The critique cuts to a legitimate paddock tension. Wolff had faced sustained scrutiny over the decision to hand Antonelli the seat vacated by seven-time world champion Lewis Hamilton — a call made despite the Italian driver skipping Formula 3 entirely to compete in Formula 2 in 2024, a compressed pathway (an accelerated junior career progression that bypasses the standard single-seater ladder) that raised flags among insiders and observers alike. Antonelli’s age only amplified the noise.

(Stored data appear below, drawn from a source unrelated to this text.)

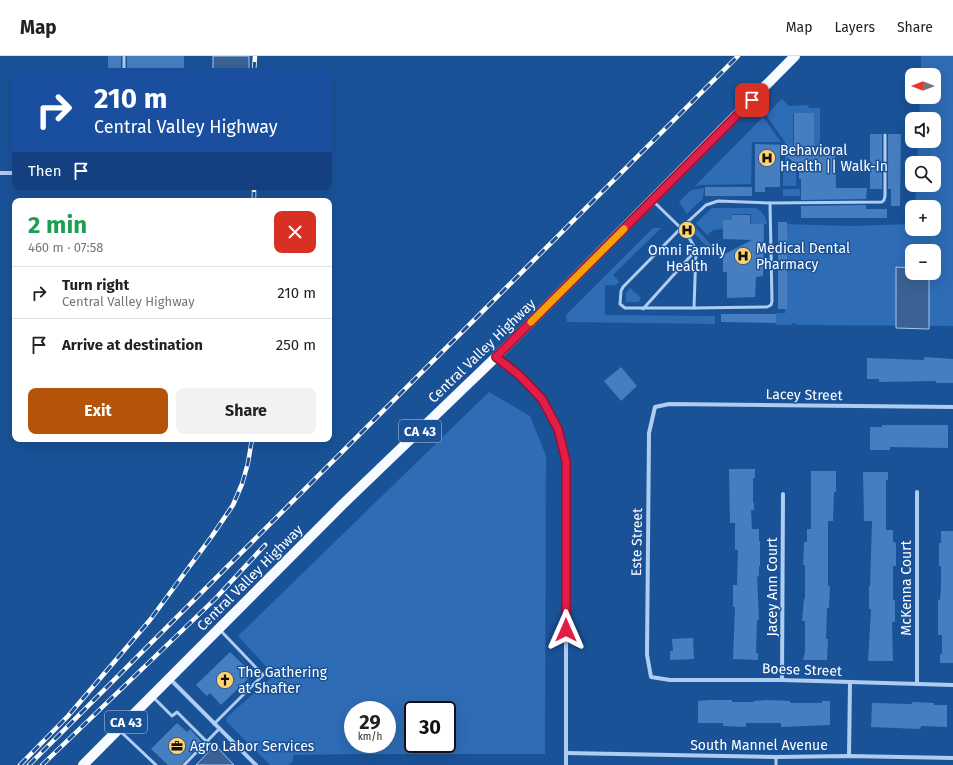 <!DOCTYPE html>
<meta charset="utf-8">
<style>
:root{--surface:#fff;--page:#f2f2f2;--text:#222;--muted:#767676;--line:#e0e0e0;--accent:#b45309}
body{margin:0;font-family:"Fira Sans",sans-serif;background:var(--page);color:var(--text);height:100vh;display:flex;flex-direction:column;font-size:15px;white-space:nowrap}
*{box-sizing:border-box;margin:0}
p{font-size:13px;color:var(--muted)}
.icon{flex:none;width:22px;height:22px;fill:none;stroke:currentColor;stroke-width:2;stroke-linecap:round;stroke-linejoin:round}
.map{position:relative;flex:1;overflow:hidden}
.drawer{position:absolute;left:12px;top:142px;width:320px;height:244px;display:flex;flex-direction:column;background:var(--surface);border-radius:8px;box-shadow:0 4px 16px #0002}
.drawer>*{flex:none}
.guide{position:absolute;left:12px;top:12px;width:320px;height:122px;border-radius:8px;box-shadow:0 4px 16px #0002;background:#1a4fa0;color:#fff;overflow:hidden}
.needle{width:26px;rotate:270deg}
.buttons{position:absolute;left:905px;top:12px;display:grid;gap:8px}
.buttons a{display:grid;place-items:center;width:36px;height:36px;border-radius:8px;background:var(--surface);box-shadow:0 4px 16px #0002;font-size:20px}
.speed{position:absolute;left:344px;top:645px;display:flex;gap:8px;font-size:20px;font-weight:700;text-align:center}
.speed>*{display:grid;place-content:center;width:52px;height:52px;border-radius:50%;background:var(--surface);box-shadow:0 4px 16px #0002;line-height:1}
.speed small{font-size:10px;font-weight:400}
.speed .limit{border:2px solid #111;border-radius:6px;background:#fff;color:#111}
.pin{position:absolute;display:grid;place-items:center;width:34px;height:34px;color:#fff;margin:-17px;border-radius:8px;box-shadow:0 2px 6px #0006}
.me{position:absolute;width:44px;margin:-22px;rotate:0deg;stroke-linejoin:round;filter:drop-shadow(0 0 3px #0008)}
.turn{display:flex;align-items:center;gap:14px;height:84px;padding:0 16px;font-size:18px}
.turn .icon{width:52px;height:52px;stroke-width:2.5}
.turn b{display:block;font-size:28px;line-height:34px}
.then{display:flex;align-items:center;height:38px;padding:0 16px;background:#0003;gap:8px;font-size:15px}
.round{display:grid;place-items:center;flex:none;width:42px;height:42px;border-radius:8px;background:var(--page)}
.headline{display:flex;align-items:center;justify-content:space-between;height:68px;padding:0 16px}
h1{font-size:24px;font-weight:700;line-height:30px;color:#1e9e55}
.cta{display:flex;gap:8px;margin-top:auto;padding:8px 16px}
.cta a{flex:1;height:46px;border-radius:8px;background:var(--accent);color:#fff;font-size:16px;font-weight:700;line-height:46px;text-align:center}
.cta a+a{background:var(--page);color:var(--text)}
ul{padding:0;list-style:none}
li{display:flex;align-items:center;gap:12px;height:52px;padding:0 16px;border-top:1px solid var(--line)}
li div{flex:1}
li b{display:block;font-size:15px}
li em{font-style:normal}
header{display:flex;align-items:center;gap:24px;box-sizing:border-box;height:56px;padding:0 20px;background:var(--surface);border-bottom:1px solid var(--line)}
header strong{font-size:19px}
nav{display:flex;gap:22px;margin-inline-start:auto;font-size:14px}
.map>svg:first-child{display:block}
.green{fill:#2e6cb5;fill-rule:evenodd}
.water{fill:#3a6294;stroke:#a1c8f3}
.building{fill:#477ec0}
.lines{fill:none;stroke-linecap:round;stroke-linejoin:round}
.lane{stroke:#aecdf0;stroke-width:3}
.street{stroke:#aecdf0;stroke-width:4}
.primary{stroke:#f7faff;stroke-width:10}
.rail-casing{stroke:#fff;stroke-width:4.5}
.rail{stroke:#1a5298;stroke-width:3;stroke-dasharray:9;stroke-linecap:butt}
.route-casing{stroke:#92132f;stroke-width:10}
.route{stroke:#e11d48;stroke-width:7}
.slow{stroke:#f59e0b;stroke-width:7}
.labels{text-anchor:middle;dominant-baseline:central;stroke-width:3;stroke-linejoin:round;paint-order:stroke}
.shield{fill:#1a5298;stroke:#bacbe0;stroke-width:1}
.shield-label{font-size:13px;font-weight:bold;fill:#fff}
.poi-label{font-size:14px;fill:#fff;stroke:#1a5298;text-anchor:start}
.street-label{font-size:14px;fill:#fff;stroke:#1a5298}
</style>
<header>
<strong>Map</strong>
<nav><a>Map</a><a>Layers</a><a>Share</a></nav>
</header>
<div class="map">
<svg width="953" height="709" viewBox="0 0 953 709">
<rect width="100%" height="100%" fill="#1a5298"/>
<g class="green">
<path d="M921,0H953V270L799,269L792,267V269H776V259L777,257H785V168L849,170L912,168V173H934V151H915L916,129H934V107H917L918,85H934V63H919L920,41H934V19H921ZM912,195H934V217H912Z"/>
<polygon points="782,43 789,50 808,49 809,52 820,52 820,95 814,95 814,57 793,57 793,95 788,95 788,108 785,108 785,86 766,59"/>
<polygon points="763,61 781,86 752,86 751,128 700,129 694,131"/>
<rect x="783" y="111" width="13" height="19"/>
<polygon points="704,132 703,142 687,158 679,146 691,134"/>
<rect x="783" y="133" width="17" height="7"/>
<path d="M712,152H755C762,155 766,160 767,168H751V158H732V164H723V173L713,174L707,179L696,167Z"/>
<polygon points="693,169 713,191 713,198 706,198 706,190 691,174"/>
<path d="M653,172H661L613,219L619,225C617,231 610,229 605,229V259L715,260V268L567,266L566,259Z"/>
<polygon points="630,232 641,242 639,246 626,246 626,237"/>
<path d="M489,336L530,360L546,400L545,698H359L293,699V705L288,709H270L226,665L227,663L226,662L274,619L238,580ZM353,654H387V688H353ZM413,654H447V688H413Z"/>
</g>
<g class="water">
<rect x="213" y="0" width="36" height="15"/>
<polygon points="896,211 912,212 912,217 929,217 929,273 896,272"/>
<polygon points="213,691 218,692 234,709 196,709"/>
</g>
<g class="building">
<rect x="108" y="0" width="13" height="15"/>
<rect x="127" y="0" width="57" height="15"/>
<polygon points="794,57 814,57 814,92 835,92 836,132 867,132 866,143 801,144 801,123 799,123 799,109 793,106 780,94 780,131 765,131 765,136 755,136 755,88 794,89"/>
<rect x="870" y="78" width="12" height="55"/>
<polygon points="888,78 901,78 900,150 891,150 891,133 888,133"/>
<rect x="705" y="131" width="47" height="9"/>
<polygon points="866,149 866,153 887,153 887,162 801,162 801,150"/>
<polygon points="732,159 750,159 750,168 764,168 763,220 756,221 755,241 727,242 727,216 723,216 723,199 752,184 723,183 723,164 732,164"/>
<rect x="778" y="166" width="9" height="87"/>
<polygon points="721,258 776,258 776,267 721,266"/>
<polygon points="924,301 953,303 953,327 936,327 936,325 879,326 879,323 867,323 867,302 924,304"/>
<polygon points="621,311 637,330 621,345 604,325"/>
<polygon points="882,369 948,369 948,392 890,391 890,394 870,394 870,371 882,371"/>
<polygon points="729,413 755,413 755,422 753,422 753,447 754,447 754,454 751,454 752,473 759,473 759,485 760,485 760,510 759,510 759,521 757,520 759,564 757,564 756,597 758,597 758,604 733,603 735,551 733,551 733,529 737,529 738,494 735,494 735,467 730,467"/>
<polygon points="811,415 836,415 836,436 834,436 833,465 828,465 828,530 830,530 829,552 827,552 826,583 828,583 827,604 803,604 805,596 805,565 802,565 804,543 805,543 805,509 803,509 804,486 807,486 807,473 811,473"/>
<polygon points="863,416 888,416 888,424 886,424 886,474 893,474 893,486 896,487 896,510 893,510 893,544 895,544 895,566 892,566 893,605 868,605 871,553 869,553 869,530 870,530 872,465 864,465"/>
<polygon points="941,475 953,475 953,607 940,607 940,598 942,598 942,579 938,579 938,544 940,544 941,531 941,510 939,510 939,487 941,487"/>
<polygon points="693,582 694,603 670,604 670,595 673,595 672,583"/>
<polygon points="230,596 253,618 221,649 210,637 207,640 196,629"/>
<polygon points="709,644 732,644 732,646 754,646 754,645 766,644 790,645 790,647 822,647 822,645 830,645 830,669 781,671 781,667 746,667 746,671 723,670 723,667 698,667 698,645"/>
<polygon points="912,646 934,647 934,649 947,649 947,671 921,670 920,673 871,671 872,647 912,648"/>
<polygon points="177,667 187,676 190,673 202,686 181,709 168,709 151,693"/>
</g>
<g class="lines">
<g class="lane">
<polyline points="124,15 124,0"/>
<polyline points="654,146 687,178 696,194 694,252 767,251 771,249 772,245 770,147 882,146 884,144 885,140 885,79"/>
<polyline points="694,252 625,252 620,248 621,235 623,231 681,172 706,149 718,145 770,147"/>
<polyline points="643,253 696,194"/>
<polyline points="153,641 172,660 177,656 207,686"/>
<polyline points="214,668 263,619 221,575"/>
<polyline points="120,675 156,709"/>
<polyline points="184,709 219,673"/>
<polyline points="776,709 776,701"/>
</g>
<g class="street">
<polyline points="0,117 15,117"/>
<path d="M496,301C524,322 543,340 557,372C562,382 563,394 566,405V709"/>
<polyline points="953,351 669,348 655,351 649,377 647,599 651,621 670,624 782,624 953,629"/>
<polyline points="170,623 256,709"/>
<polyline points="782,624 783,438"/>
<polyline points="917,628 917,436"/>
<polyline points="566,697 776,701 849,700 953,702"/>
<polyline points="849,700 850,626"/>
</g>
<polyline class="primary" points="83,709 343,448 496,301 795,0"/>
<defs>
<g id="rail">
<polyline points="254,15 255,0"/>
<polyline points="254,145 254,131"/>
<polyline points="20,709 68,660 150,564 212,480 233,449 242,428 248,407 252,383"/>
<polyline points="29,709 738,0"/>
<polyline points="42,709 215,543 265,489"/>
</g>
</defs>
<use href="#rail" class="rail-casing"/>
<use href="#rail" class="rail"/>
</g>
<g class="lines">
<defs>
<polyline id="route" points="566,574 566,405 558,373 542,343 519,319 496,301 752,44"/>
</defs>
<use href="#route" class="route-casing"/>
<use href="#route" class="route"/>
<polyline class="slow" points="531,266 624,173"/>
</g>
<defs>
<symbol id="hospital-disc" viewBox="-11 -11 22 22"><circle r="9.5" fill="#ffd36d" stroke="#1a5298"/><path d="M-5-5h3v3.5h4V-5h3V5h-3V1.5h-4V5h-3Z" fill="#111"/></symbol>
<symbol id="church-disc" viewBox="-11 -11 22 22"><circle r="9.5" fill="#ffd36d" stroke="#1a5298"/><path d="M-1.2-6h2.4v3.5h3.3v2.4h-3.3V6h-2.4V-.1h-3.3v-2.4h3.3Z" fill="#111"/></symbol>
<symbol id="office-disc" viewBox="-11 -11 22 22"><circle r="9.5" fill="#ffd36d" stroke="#1a5298"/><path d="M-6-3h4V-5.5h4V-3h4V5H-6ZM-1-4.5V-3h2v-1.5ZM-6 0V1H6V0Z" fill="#111"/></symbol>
</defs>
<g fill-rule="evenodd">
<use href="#hospital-disc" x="757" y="92" width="20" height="20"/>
<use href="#hospital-disc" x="677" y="164" width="20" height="20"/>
<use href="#hospital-disc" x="733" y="190" width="20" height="20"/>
<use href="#church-disc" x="215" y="614" width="20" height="20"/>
<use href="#office-disc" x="167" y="680" width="20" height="20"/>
</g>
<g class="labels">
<g class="shield">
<rect x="399" y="364" width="42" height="22" rx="3"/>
<rect x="105" y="655" width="42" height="22" rx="3"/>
</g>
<g class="shield-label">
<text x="420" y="375">CA 43</text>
<text x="126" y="666">CA 43</text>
</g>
<g class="poi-label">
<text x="780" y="94">Behavioral<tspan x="780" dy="16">Health || Walk-In</tspan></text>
<text x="756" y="192">Medical Dental<tspan x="756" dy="16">Pharmacy</tspan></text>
<text x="687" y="194" text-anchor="middle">Omni Family<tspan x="687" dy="16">Health</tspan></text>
<text x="238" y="616">The Gathering<tspan x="238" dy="16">at Shafter</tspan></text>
<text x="190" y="690">Agro Labor Services</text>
</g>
<g class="street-label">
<text transform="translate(482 295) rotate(-44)">Central Valley Highway</text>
<text transform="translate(804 339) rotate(1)">Lacey Street</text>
<text transform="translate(637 486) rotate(-89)">Este Street</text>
<text transform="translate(250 522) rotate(-45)">Central Valley Highway</text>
<text transform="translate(772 531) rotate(-90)">Jacey Ann Court</text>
<text transform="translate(906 532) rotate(-90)">McKenna Court</text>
<text transform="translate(802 614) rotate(2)">Boese Street</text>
<text x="759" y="689">South Mannel Avenue</text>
</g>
</g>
</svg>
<div class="buttons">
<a><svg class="needle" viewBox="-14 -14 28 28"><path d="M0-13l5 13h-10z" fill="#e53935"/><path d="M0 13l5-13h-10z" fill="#767676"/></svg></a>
<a><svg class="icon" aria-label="sound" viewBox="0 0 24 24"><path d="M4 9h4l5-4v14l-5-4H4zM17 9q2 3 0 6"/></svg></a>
<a><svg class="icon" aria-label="search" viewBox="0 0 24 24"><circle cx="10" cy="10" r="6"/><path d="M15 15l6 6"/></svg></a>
<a>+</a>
<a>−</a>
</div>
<div class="speed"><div>29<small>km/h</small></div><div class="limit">30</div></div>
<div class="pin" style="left:752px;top:44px;background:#d93025"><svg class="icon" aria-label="arrive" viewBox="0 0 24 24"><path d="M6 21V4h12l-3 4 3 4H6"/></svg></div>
<svg class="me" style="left:566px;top:574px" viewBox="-20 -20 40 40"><path d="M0-17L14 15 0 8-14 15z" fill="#e11d48" stroke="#fff" stroke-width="4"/></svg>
<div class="guide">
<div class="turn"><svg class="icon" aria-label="right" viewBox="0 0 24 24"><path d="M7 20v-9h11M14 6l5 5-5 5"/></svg><div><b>210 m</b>Central Valley Highway</div></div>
<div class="then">Then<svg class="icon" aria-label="arrive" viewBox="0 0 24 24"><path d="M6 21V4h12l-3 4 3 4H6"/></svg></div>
</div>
<section class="drawer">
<div class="headline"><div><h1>2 min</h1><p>460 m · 07:58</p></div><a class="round" style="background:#d93025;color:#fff"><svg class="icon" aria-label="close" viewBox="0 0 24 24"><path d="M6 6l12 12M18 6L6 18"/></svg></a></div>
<ul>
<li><svg class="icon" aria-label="right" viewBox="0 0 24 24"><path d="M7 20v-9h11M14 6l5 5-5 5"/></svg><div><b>Turn right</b><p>Central Valley Highway</p></div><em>210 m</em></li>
<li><svg class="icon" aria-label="arrive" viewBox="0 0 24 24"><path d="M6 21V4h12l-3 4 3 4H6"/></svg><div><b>Arrive at destination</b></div><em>250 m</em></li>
</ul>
<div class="cta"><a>Exit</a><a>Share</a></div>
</section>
</div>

With Shanghai delivering the silencer, Wolff acknowledged the moment while urging perspective. “There were many voices within the sport and outside that said, ‘That was a mistake to do.’ So it’s nice to have a little revanche. But obviously, it’s one race win,” the Mercedes principal told media in China. “This sport that we live in is manic depressive. Today, it’s great. In two weeks, we are in Japan, and he puts it in the wall, and people say he’s too young. So I think we need to just keep the feet on the ground.”
Steiner drew the line cleanly. Whatever validation the win delivers to Mercedes, the credit belongs in one place. “In the end, Kimi did it and not Toto. We always have to respect that as well.”
It is a distinction the paddock will be weighing carefully. One race into 2026, the debate around Kimi Antonelli has shifted — but not closed. Japan is two weeks away.